PKAD-R

Understanding pKa values in ionizable protein residues is critical for understanding fundamental protein properties, such as structure, function and interactions. We present a new version of PKAD, named PKAD-R, which is a curated database of experimentally determined protein pKa values. The database builds upon its predecessors, PKAD and PKAD-2, with significant updates and improvements through: (1) careful data curation to remove incorrect entries and consolidate redundant entries by offering alternative structures and pKa values for each unique residue (2) database redesign, to enhance its usability by adding additional information such as protein and species names, detailed notes, as well as sequence identity (3) database expansion through identification of 167 new (95 non-redundant) pKa entries from the literature. The database currently contains 868 unique pKa entries for wild type structures and 144 for mutant structures, however, we aim to keep updating the database with new entries. The PKAD-R database is available as a stand-alone downloadable file as well as a web server. The database is designed to provide both a set of pKa entries for unique residues suitable for machine learning applications, as well as modularity by providing alternative pKa values and structures, allowing the user to decide which entries to include.

We encourage/ask experimental investigators to submit their pKa data for inclusion in the database via email to: Ana Damjanovic [email protected]

Please acknowledge the use of PKAD-R in your work:
Ada Y. Chen1, Shailesh Kumar Panday2, Emil Alexov2, Bernard R. Brooks1, Ana Damjanovic3,*
Laboratory of Computational Biology, National Heart, Lung and Blood Institute, NIH, Bethesda, MD 20892
Department of Physics and Astronomy, Clemson University, Clemson, SC 29634
Department of Biophysics, Johns Hopkins University, Baltimore, MD 21218

pKa Data Descriptions

“Protein Name” and “Species”

These two columns provide protein names and species for each entry, enabling quick and efficient searches. Users can quickly determine whether a pKa value from the literature is already included in the database by searching for the protein name and species.

“pKa Classification”

The column categorizes each entry as “Main,” “Alt. pKa,” “Alt. pKa (mutant),” or “Alt. pKa (state).” Entries labeled as “Main” represent the most recommended pKa value for a given residue, paired with the most appropriate PDB structure. The label “Alt. pKa” indicates another pKa measurement for the same residue in the same protein as the “Main” entry. “Alt. pKa (mutant)” refers to a pKa measured for the same residue in a mutated version of the protein. “Alt. pKa (state)” denotes a pKa measured in a different state of the protein, such as deoxyhemoglobin versus oxyhemoglobin. For more details on selection of “Alt. pKa (mutant)” and “Alt. pKa (state)” see the description in the “Database Curation” section in the paper.

“Alternative PDBs”

The column lists additional PDB structures that are also available for use and similar to the primary PDB structure listed in the “PDB” column.
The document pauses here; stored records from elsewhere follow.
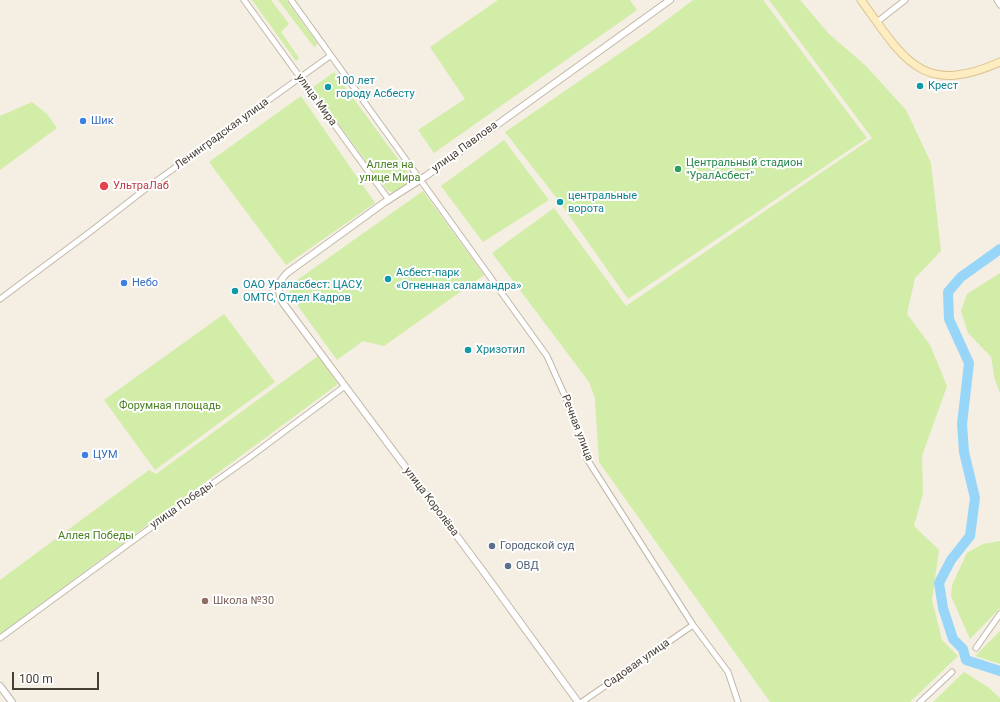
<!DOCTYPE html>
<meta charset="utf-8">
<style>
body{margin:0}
#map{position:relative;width:1000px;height:702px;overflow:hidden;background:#f4eee3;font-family:Roboto,sans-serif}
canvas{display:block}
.scale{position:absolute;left:12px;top:672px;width:87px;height:18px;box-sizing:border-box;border:2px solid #463e33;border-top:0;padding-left:5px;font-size:12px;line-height:14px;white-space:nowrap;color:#463e33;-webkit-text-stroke:3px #fff;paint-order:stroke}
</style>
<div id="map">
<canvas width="1000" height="702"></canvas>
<div class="scale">100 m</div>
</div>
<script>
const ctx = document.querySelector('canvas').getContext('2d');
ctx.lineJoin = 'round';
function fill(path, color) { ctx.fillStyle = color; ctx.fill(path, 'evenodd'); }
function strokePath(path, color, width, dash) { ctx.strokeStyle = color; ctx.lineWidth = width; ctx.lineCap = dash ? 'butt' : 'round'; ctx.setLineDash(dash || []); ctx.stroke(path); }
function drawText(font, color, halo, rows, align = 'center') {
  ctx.font = font + ' Roboto,sans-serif'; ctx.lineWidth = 4; ctx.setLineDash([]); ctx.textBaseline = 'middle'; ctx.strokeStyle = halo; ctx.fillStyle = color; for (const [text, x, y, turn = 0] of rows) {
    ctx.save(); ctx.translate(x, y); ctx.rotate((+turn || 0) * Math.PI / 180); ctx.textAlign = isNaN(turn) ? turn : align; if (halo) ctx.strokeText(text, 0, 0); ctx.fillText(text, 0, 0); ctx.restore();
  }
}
fill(new Path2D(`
 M252,0H271L289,24L281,32L299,58L296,61Z
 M278,0H286L318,44L314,47Z
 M498,0H630L637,10L434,153L418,130L465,99L430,47Z
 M693,0H763L867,138L628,299L559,201L505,132L648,34Z
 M769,0H800L829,34L865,65L906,110L931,163L941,251L915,278L907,314L930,345L947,386L922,456L923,493L914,526L939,550L932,600L942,640L958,656L910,702H770L599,462L595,398L589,382L492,253L554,208L626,306L872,138Z
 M334,72L409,174V183L395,193L387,190L312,88Z
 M301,96L375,203L286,265L209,162Z
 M32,102L47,114L57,128L0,170V116Z
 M504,140L549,200L483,242L441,186Z
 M423,191L484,275L384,346L363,341L337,360L290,295V288L293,283Z
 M1000,273V393L995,380L991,357L968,333L961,311L967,294Z
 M224,314L275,382L155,470L104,400Z
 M318,356L338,384L0,634V580L149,470L156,474Z
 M1000,541V608L970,639L951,596L952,585L967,553L983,544Z
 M1000,631V664L975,656Z
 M964,672L988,687L1000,698V702H933Z`), '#d1eda7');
strokePath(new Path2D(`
 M1000,249L961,277L948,292L949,319L969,363L962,424L964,452L975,498L970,536L951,560L939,583L943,608L953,639L963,649L966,660L1000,671`), '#97d6f9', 10);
const minor = new Path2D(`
 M244,0L389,200
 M291,0L547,356L568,403L587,459L693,625L728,672L738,702
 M997,0L1000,5
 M877,22L905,0
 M0,299L90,232L148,187L330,56
 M0,638L142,534L250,457L345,386
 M976,648L1000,614
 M582,702L693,625
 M920,702L952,672`);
const tertiary = new Path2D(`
 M0,686L12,702
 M578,702L483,571L283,303C277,291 277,283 287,273L385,202L426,176L670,0`);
const secondary = new Path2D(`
 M861,0C904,59 921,97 1000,62`);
strokePath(minor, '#c3b8a8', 7);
strokePath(tertiary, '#c3b8a8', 8);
strokePath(secondary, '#dcc48f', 9);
strokePath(minor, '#fff', 5);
strokePath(tertiary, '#fff', 6);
strokePath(secondary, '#ffedc2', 7);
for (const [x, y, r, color] of [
 [920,86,4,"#0f9aa8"],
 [328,87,4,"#0f9aa8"],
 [83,121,4,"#3f7fe0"],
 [678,169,4,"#2e9e5b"],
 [104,186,5,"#e0444e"],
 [560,202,4,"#0f9aa8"],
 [388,279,4,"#0f9aa8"],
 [124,283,4,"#3f7fe0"],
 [235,291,4,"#0f9aa8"],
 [468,350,4,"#0f9aa8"],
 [85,455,4,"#3f7fe0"],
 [492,546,4,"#5c6f8a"],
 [508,566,4,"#5c6f8a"],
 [205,601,4,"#8d6e63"]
]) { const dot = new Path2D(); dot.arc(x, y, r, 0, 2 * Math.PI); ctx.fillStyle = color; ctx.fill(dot); strokePath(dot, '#fff', 1.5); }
drawText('11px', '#0d838f', '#fff', [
 ["100 лет",336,81],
 ["городу Асбесту",336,94],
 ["Крест",928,86],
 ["центральные",568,196],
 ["ворота",568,209],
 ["Асбест-парк",396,273],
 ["«Огненная саламандра»",396,286],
 ["ОАО Ураласбест: ЦАСУ,",243,285],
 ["ОМТС, Отдел Кадров",243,298],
 ["Хризотил",476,350]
], 'left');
drawText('11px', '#463e33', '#fff', [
 ["улица Мира",316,100,54],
 ["Ленинградская улица",222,134,-36],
 ["улица Павлова",465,147,-36],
 ["Речная улица",577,428,69],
 ["улица Королёва",431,502,53],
 ["улица Победы",182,505,-35],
 ["Садовая улица",637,664,-35]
]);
drawText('11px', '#366cbe', '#fff', [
 ["Шик",91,121],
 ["Небо",132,283],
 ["ЦУМ",93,455]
], 'left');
drawText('11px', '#27864d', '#fff', [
 ["Центральный стадион",686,163],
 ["\"УралАсбест\"",686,176]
], 'left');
drawText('11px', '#487f1f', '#fff', [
 ["Аллея на",390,165],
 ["улице Мира",390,178],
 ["Форумная площадь",170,406],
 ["Аллея Победы",96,536]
]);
drawText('11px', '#be3a42', '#fff', [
 ["УльтраЛаб",113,186]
], 'left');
drawText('11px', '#4e5e75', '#fff', [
 ["Городской суд",500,546],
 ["ОВД",516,566]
], 'left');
drawText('11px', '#785e54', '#fff', [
 ["Школа №30",213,601]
], 'left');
</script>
“Sequence Identity > 30%” and “Sequence Identity > 90%”

These two columns list chains in the format PDB-ID.Chain-ID (e.g., “1EX3.A”) included in this database that have sequence identities greater than 30% and 90%, respectively, compared to the sequence of the current entry’s chain. Sequence identity is calculated using the PairwiseAligner class from the Bio.Align module within the Biopython library.

“ResID in PDB” and “ResID in pKa paper”

The column “ResID in PDB” lists the residue ID as it appears in the corresponding PDB structure, while “ResID in pKa paper” indicates the residue ID referenced in the original pKa publication when it differs from the PDB.

“Notes”

This column provides, for each residue, details about the selection of the most appropriate pKa value and PDB structure for the “Main” entry, as well as any additional relevant information.

“Warning”

icolumn labels entries under specific conditions: 1) when the pKa is a range or an approximation (labeled as “pKa: range or ~”); 2) when the residue is the C-terminus or N-terminus (labeled as “C/N-term”); 3) when the residue does not exist in the PDB structure but is present in the protein (labeled as “ResID NOT exist”), likely due to its high flexibility and disorder, which makes accurate structural definition difficult; 4) when a mutated structure is used for a wildtype protein, but the mutation is distant from the targeted residue, allowing the structure to be approximately treated as wildtype (labeled as ‘approx. WT’). This column helps users quickly filter out entries that may not meet their needs, such as those unsuitable for direct use in machine learning studies.